This may come as a shock if you’ve first encountered knowledge graphs in Gartner’s hype cycles and trends, or in the extensive coverage they are getting lately. But here it is: Knowledge graph technology is about 20 years old. This, however, does not mean it’s stagnating — on the contrary.
Gartner predicted that the application of graph processing and graph databases will grow at 100% annually through 2022 to continuously accelerate data preparation and enable more complex and adaptive data science. Graph database vendors seem to verify this across the board: 2019 was a very good year. Having identified knowledge graphs as a key technology for the 2020s, we take a look at how they are evolving.
The 20-year old hype
First, let’s quickly recap those 20 years of history. What we call Knowledge Graphs today has been largely initiated by none other than Tim Berners-Lee in 2001. Berners-Lee, who is also credited as the inventor of the web, published his Semantic Web manifesto in the Scientific American in 2001. The core concepts for Knowledge Graphs have been laid there.
The Semantic Web manifesto was in many ways ahead of its time. Looking back today, we can see some parts of it going strong, while others have faded. Building on a foundation of standards for interoperability, such as Unicode, URIs, and RDF, the core of the vision has always been semantics: instilling meaning in web content.
The Semantic Web got a bad name for being academic, while some technical choices such as XML did not quite work out. The thing is, however, that crawling and categorizing content on the web is a very hard problem to solve without semantics and metadata. This is why Google adopted the technology in 2010, by acquiring MetaWeb.
In 2012, the term Knowledge Graph was introduced. A very successful rebranding indeed, and that’s not all we have Google to thank for. Google employs key people in the domain and is the driving force behind schema.org. Schema.org is the core of Google’s knowledge graph.
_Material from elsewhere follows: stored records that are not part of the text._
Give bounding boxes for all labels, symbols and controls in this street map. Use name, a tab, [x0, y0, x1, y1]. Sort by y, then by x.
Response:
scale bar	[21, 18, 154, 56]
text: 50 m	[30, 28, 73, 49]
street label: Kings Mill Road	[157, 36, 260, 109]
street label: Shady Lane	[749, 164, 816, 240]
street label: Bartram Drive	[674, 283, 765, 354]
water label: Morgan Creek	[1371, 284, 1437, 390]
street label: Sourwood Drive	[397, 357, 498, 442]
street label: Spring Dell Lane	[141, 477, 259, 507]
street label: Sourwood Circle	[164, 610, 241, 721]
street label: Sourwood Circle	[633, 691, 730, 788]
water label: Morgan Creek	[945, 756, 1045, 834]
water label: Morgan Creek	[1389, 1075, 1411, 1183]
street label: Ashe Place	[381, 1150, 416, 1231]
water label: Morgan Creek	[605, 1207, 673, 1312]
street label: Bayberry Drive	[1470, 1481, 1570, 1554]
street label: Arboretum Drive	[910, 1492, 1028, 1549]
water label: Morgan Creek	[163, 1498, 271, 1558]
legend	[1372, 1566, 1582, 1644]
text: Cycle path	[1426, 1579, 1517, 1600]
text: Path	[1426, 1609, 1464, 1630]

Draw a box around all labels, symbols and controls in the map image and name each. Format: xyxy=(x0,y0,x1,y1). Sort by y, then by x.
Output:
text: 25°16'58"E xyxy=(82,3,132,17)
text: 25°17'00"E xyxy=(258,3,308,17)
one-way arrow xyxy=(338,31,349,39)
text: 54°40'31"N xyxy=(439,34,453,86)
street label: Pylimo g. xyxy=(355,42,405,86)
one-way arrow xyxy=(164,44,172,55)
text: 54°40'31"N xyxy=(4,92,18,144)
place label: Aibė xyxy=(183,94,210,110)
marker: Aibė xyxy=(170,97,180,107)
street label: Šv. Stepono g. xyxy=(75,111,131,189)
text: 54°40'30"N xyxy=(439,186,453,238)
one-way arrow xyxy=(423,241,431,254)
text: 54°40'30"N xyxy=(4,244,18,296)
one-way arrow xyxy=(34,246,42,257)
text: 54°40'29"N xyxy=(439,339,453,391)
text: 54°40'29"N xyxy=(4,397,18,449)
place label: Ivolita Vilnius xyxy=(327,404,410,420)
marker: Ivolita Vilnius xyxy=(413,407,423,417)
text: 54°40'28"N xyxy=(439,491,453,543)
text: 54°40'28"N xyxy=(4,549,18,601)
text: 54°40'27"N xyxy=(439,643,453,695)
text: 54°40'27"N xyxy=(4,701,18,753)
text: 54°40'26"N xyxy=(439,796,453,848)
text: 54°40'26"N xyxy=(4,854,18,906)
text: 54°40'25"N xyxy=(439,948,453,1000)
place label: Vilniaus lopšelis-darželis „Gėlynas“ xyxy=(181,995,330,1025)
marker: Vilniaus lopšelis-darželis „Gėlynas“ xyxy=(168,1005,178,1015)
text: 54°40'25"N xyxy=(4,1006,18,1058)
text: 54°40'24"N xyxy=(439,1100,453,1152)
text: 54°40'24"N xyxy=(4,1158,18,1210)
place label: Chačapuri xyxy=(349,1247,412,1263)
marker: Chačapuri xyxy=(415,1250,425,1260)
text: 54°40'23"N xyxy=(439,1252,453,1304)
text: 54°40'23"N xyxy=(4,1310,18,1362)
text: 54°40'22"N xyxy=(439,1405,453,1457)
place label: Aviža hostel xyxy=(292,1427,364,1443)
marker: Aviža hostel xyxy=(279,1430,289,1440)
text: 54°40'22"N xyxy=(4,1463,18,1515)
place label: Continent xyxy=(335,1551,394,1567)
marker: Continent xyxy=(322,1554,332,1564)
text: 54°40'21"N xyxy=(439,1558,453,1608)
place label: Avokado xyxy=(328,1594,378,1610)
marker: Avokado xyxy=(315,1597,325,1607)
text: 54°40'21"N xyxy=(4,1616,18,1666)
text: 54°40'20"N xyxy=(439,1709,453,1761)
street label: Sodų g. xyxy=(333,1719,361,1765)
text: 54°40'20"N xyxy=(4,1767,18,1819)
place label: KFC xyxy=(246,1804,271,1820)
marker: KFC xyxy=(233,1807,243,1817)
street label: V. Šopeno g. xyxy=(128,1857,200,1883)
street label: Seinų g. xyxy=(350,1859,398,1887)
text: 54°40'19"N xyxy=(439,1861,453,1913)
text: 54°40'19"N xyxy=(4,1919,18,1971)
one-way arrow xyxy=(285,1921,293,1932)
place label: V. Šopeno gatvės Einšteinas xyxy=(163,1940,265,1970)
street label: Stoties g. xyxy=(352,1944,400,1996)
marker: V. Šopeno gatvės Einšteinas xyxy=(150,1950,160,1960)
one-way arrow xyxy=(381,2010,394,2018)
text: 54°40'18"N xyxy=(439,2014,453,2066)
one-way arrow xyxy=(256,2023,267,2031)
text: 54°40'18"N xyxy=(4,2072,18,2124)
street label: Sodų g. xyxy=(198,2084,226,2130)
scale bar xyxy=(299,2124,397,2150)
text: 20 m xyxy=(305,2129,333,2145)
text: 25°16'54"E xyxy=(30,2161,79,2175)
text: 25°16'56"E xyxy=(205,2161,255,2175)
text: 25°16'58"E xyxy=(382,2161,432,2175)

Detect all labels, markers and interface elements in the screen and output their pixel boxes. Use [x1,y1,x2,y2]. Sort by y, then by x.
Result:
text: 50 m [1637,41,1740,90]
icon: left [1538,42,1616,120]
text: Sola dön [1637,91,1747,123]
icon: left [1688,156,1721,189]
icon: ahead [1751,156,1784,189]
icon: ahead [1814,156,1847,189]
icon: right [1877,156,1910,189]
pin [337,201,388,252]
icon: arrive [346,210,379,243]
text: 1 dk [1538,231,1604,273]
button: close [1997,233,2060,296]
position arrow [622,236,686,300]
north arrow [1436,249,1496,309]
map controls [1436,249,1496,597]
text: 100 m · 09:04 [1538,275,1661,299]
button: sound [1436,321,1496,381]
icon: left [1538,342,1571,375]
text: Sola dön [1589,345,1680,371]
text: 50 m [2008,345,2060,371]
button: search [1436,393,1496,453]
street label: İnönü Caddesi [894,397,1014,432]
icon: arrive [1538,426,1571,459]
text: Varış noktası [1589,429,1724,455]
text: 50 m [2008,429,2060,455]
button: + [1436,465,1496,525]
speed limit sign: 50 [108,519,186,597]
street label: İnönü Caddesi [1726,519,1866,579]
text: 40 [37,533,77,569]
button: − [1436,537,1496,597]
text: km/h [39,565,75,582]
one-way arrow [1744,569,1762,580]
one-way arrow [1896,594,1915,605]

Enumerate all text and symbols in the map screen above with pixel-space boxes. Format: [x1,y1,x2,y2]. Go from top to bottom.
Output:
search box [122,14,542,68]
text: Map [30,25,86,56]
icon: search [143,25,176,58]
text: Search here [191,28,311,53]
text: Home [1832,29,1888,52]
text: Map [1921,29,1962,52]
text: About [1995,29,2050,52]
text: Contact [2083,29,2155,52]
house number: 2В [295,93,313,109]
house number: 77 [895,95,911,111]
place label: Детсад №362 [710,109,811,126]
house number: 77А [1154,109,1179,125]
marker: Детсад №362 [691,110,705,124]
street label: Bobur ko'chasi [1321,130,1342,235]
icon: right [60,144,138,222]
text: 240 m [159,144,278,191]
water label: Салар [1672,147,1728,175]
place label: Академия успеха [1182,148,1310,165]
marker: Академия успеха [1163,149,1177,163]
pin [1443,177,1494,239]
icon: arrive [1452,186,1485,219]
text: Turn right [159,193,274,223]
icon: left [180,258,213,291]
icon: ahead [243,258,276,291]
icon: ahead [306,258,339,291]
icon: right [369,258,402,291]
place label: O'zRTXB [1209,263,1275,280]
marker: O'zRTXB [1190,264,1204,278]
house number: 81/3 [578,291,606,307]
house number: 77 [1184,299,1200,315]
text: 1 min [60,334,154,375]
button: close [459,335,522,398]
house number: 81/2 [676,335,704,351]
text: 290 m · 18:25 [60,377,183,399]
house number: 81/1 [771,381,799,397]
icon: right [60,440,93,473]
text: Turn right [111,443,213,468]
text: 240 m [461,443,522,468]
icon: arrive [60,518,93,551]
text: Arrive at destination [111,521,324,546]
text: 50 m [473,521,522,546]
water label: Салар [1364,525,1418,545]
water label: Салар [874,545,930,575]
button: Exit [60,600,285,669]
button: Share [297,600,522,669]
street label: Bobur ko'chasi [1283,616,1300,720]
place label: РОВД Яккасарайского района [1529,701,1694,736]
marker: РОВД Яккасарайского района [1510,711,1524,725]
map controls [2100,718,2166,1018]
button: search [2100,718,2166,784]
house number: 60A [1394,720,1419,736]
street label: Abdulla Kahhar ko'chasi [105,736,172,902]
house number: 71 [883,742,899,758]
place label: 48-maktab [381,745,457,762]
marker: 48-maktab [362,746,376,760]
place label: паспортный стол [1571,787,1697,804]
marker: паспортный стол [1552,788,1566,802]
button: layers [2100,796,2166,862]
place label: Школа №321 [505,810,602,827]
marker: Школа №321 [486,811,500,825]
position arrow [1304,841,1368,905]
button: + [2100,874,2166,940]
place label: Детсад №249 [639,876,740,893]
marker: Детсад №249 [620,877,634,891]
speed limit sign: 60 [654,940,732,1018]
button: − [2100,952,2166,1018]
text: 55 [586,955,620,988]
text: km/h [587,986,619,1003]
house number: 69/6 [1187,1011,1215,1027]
It is, unsurprisingly, a schema.
Knowledge graphs and schemas are foundationally bound. While not all knowledge graphs are as big as Google’s, every one of them is based on a schema. Knowledge graph neophytes do not always realize this, but whether it’s implicit or explicit, there’s always a schema. Which brings us to the point.
Knowledge graphs and graph databases
Knowledge graphs can be stored in any back end, from files to relational databases or document stores. But since they are, well, graphs, it does make sense to store them in a graph database. This greatly facilitates storage and retrieval, as graph databases offer specialized structures, APIs, and query languages tailored for graphs.
In addition, many graph databases today offer a lot more than just a store for data. They come packaged with algorithms for graph analytics, visualization capabilities, machine learning features, and development environments. They have essentially grown from databases to platforms. But there is further nuance here.
Graph databases come in two main flavors, depending on which graph model they support: Property graph and RDF. In general, RDF graph databases emphasize semantics and interoperability, while property graph databases emphasize ease of use and performance.
When it comes to knowledge graphs, RDF graph databases are a natural match. It’s not impossible to build knowledge graphs on top of property graph databases. Usually, however, this results in having to learn knowledge management fundamentals the hard way, and re-implement relevant features. While lessons don’t come for free, building on platforms centered around knowledge management helps.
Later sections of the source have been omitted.